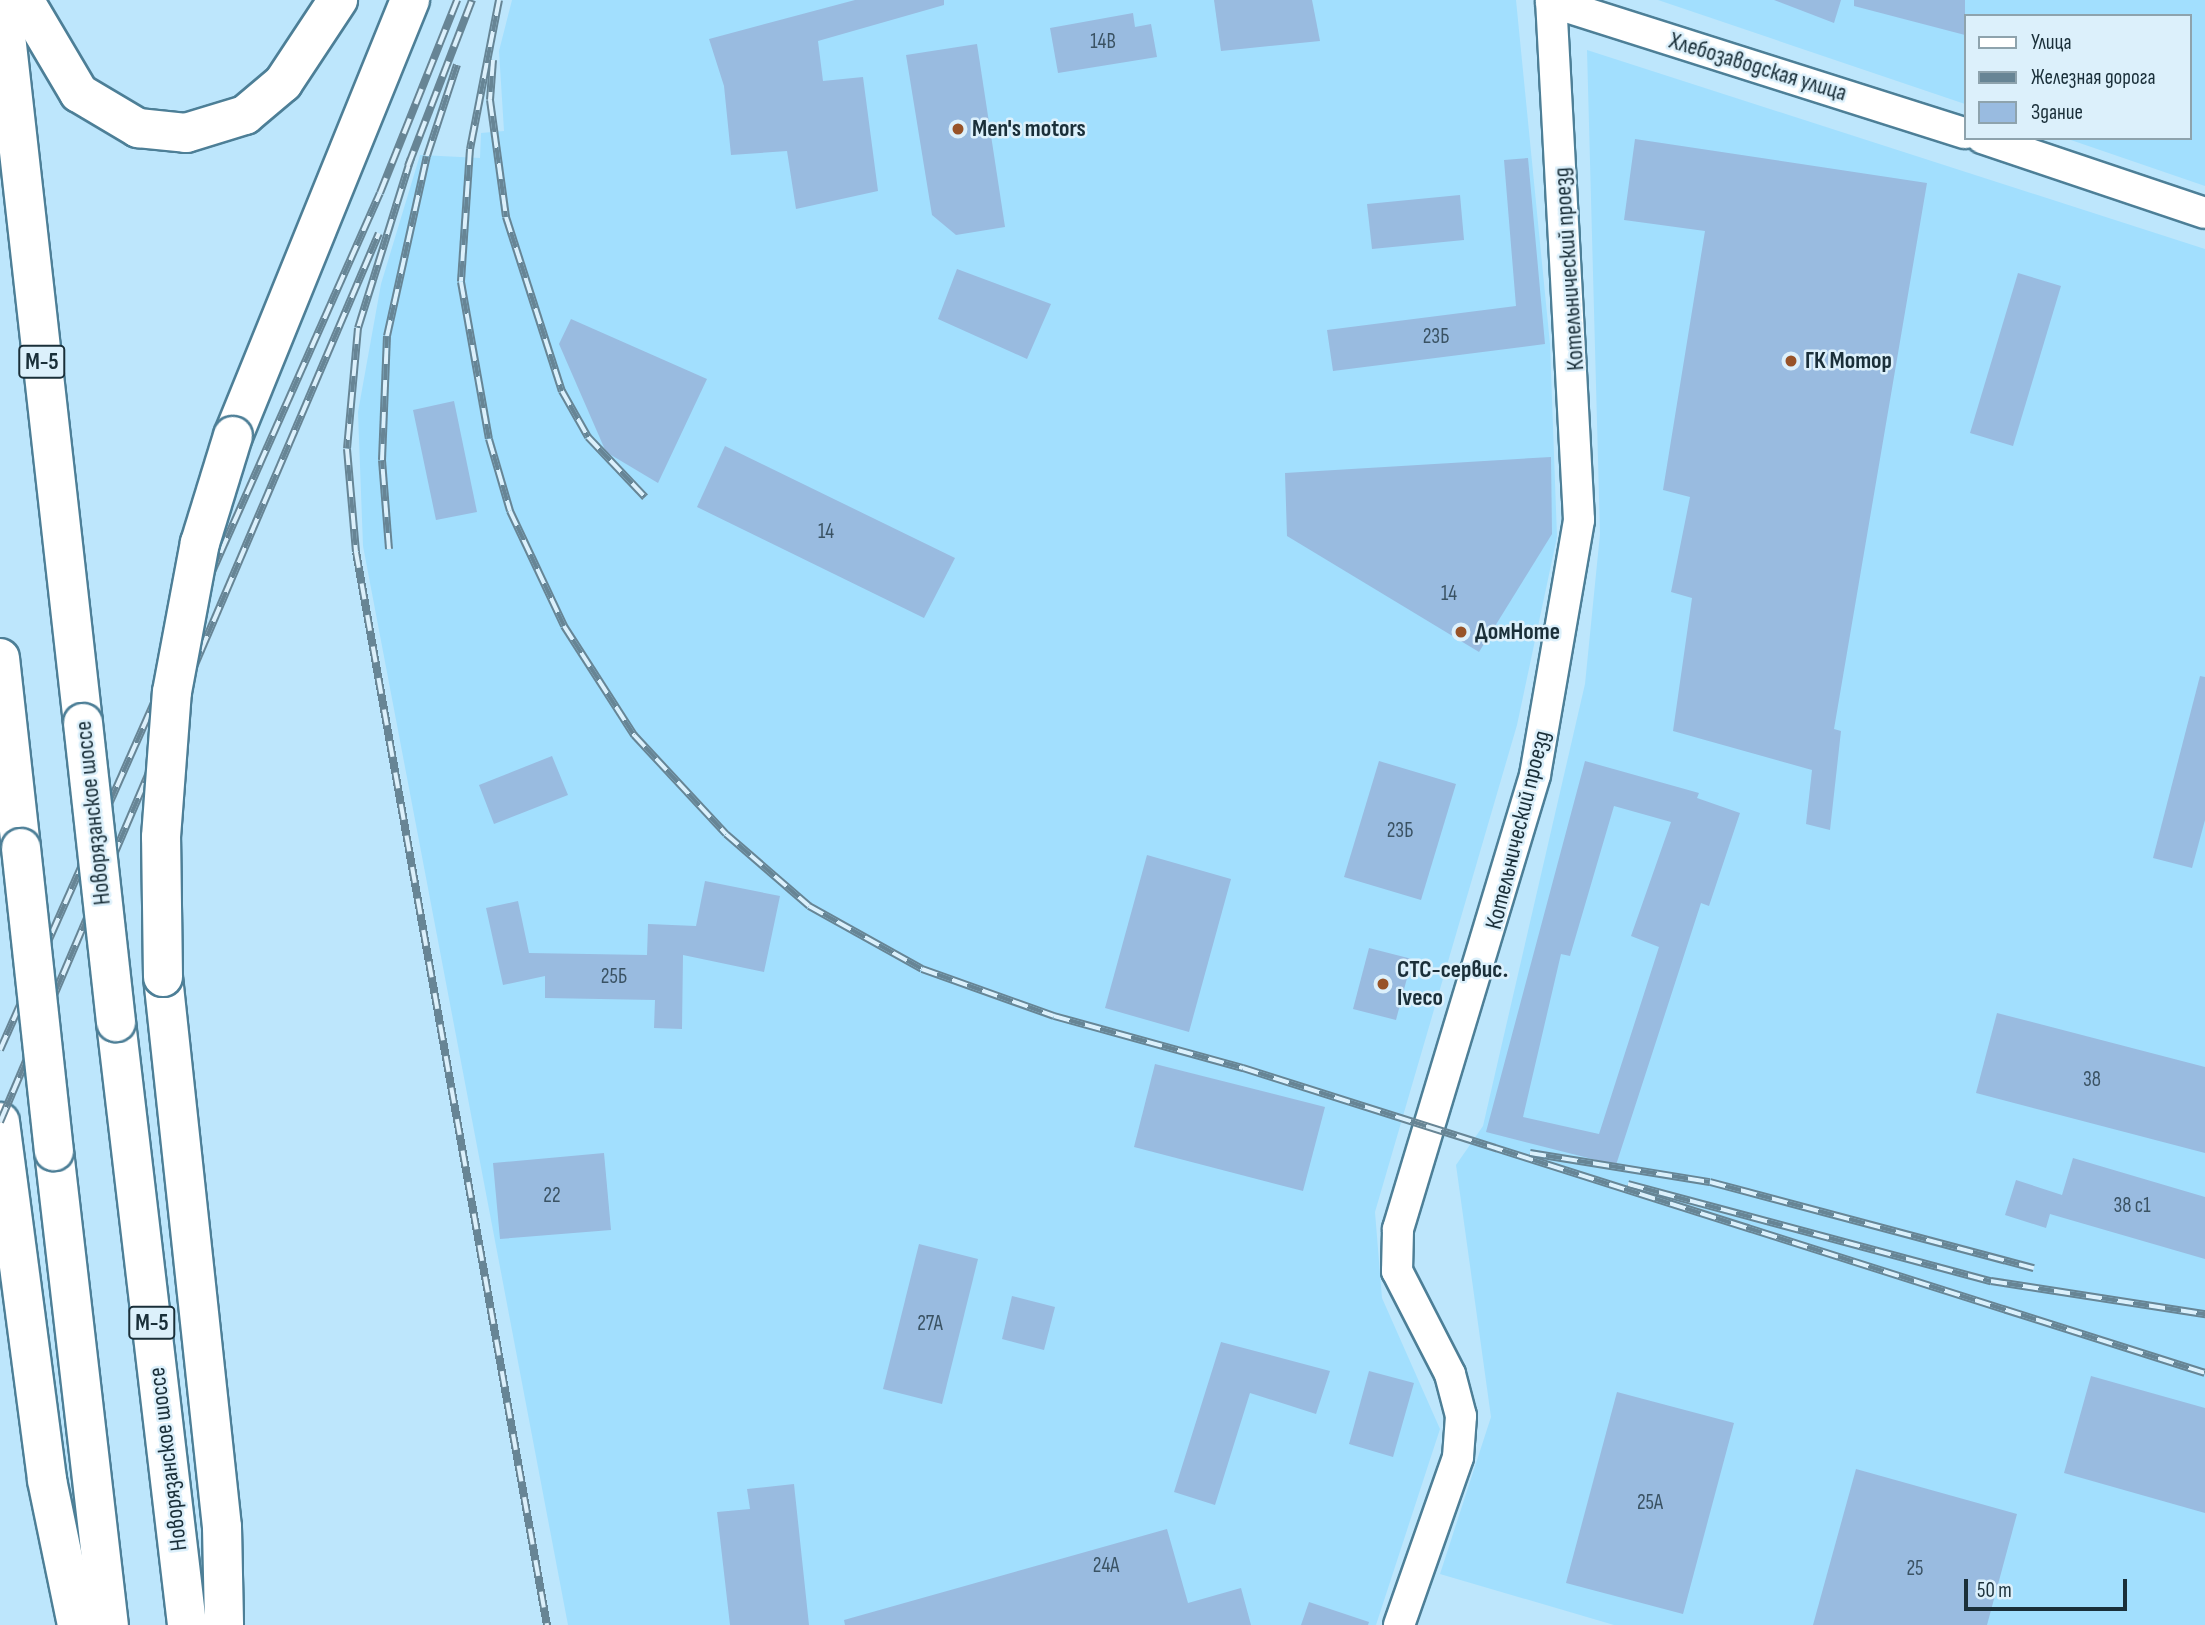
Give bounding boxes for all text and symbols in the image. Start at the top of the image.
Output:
legend [1964,14,2191,140]
street label: Хлебозаводская улица [1666,26,1850,108]
house number: 14В [1090,29,1116,55]
text: Улица [2031,30,2072,55]
text: Железная дорога [2031,65,2156,90]
text: Здание [2031,100,2083,125]
place label: Men's motors [972,115,1086,143]
marker: Men's motors [950,121,966,137]
street label: Котельнический проезд [1548,166,1590,372]
house number: 23Б [1423,324,1449,350]
road number: М-5 [18,342,66,382]
place label: ГК Мотор [1805,347,1892,375]
marker: ГК Мотор [1783,353,1799,369]
house number: 14 [818,519,834,545]
house number: 14 [1441,581,1457,607]
place label: ДомHome [1475,618,1560,646]
marker: ДомHome [1453,624,1469,640]
street label: Новорязанское шоссе [69,720,117,906]
street label: Котельнический проезд [1479,728,1557,932]
house number: 23Б [1387,818,1413,844]
place label: СТС-сервис. Iveco [1397,956,1508,1012]
house number: 25Б [601,964,627,990]
marker: СТС-сервис. Iveco [1375,976,1391,992]
house number: 38 [2083,1067,2101,1093]
house number: 22 [543,1183,561,1209]
house number: 38 с1 [2113,1193,2151,1219]
road number: М-5 [128,1304,176,1342]
house number: 27А [917,1311,943,1337]
street label: Новорязанское шоссе [142,1365,194,1553]
house number: 25А [1637,1490,1663,1516]
house number: 24А [1093,1553,1119,1579]
house number: 25 [1906,1556,1924,1582]
scale bar [1967,1566,2130,1610]
text: 50 m [1977,1578,2012,1603]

::::

* The problem
The word "road" appears in how many lines of the data? Answer with only the number.

* Answer to the exercise
2